Os filmes 007 marcam gerações e suas músicas têm se tornado clássicas, saindo das telas para as playlists dos aficionados. Do estilo jazzístico, passando pelo rock e pop, cada uma marcou o som de sua época.  O arranjo, 007: Através dos Anos, começa, como não poderia deixar de ser, com o tema clássico de James Bond, passando por Goldfinger, Nobody Does It Better, Skyfall e terminando com a entusiástica Live and Let Die.

E mantendo o clima detetivesco, seguimos com A Pantera Cor-de-Rosa de Henry Mancini. Parte da orquestra se comporta como um grupo de jazz com brilhos sonoros, melodias “swingadas” dando vitalidade a um dos temas mais conhecidos neste estilo. É um arranjo de qualidade que confere à obra do compositor a criatividade que merece.

Encaminhando para o final, teremos o tema de Os Vingadores que também foi composto por Alan Silvestri, o mesmo do De Volta Para o Futuro. Temos um arranjador que buscou ser mais fiel, buscando os mínimos detalhes usados no filme, alcançando um efeito grandioso e evocador da aventura que teremos.

A Marcha Imperial, que aparece pela primeira vez em O Império Contra-Ataca, adicionou mais uma obra cativante e de expressividade dramática ao universo de Star Wars. Como não há Star Wars sem Darth Vader é claro que sua música só poderia ser uma marcha que impõe um sentido de ordem rigorosa e seu caráter belicoso. Demonstra a habilidade do compositor em captar a essência do personagem.

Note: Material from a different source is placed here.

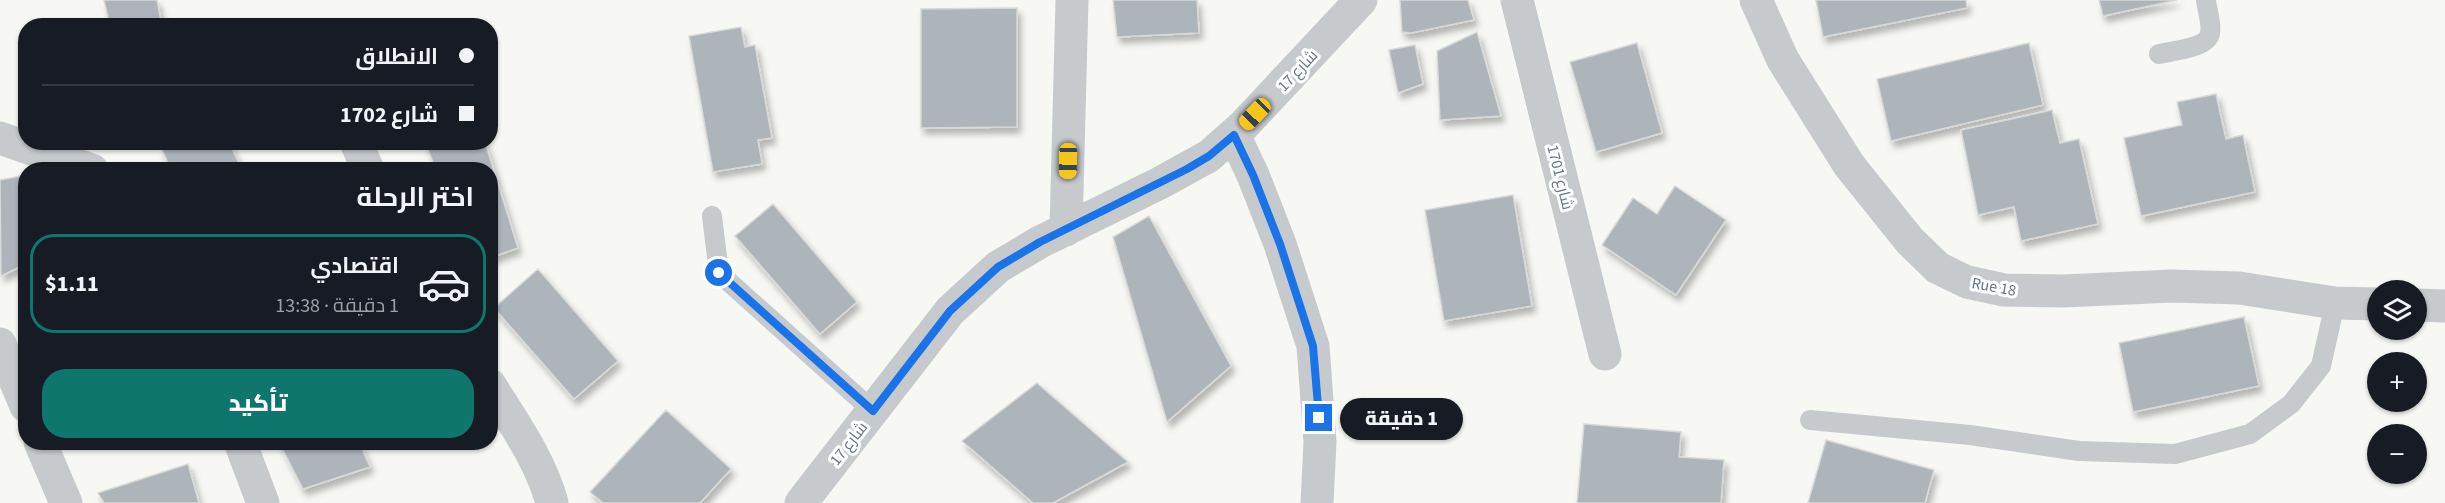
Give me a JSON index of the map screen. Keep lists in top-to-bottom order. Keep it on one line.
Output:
{"streets":{"street":["شارع 17","شارع 1701","Rue 18"]},"page":{"banner":["الانطلاق","شارع 1702"],"heading":"اختر الرحلة","list":[{"name":"اقتصادي","note":"1 دقيقة · 13:38","value":"$1.11"}],"map_buttons":["+","−"],"buttons":"تأكيد","bubble":"1 دقيقة"}}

Concluiremos nossa noite procurando lembrar todo o vocabulário náutico típico do Piratas do Caribe: A Maldição do Pérola Negra. O mar salgado, caravelas a todo pano, embarcações enormes com canhões, Rum e o misticismo do mar estarão presentes nessas sonoridades, pois fazem parte de toda a narrativa. Este outro medley navega por seis partes: Envolto Pela Névoa, O Chamado do Medalhão, Para a Caverna Pirata, O Pérola Negra, Uma Última Tentativa e Ele É Um Pirata. De tema de amor, passando por melodias hipnóticas a grandes guinadas musicais para elementos mais ritmicamente envolventes, aqui tem de tudo. Diversão garantida para encerrarmos a noite.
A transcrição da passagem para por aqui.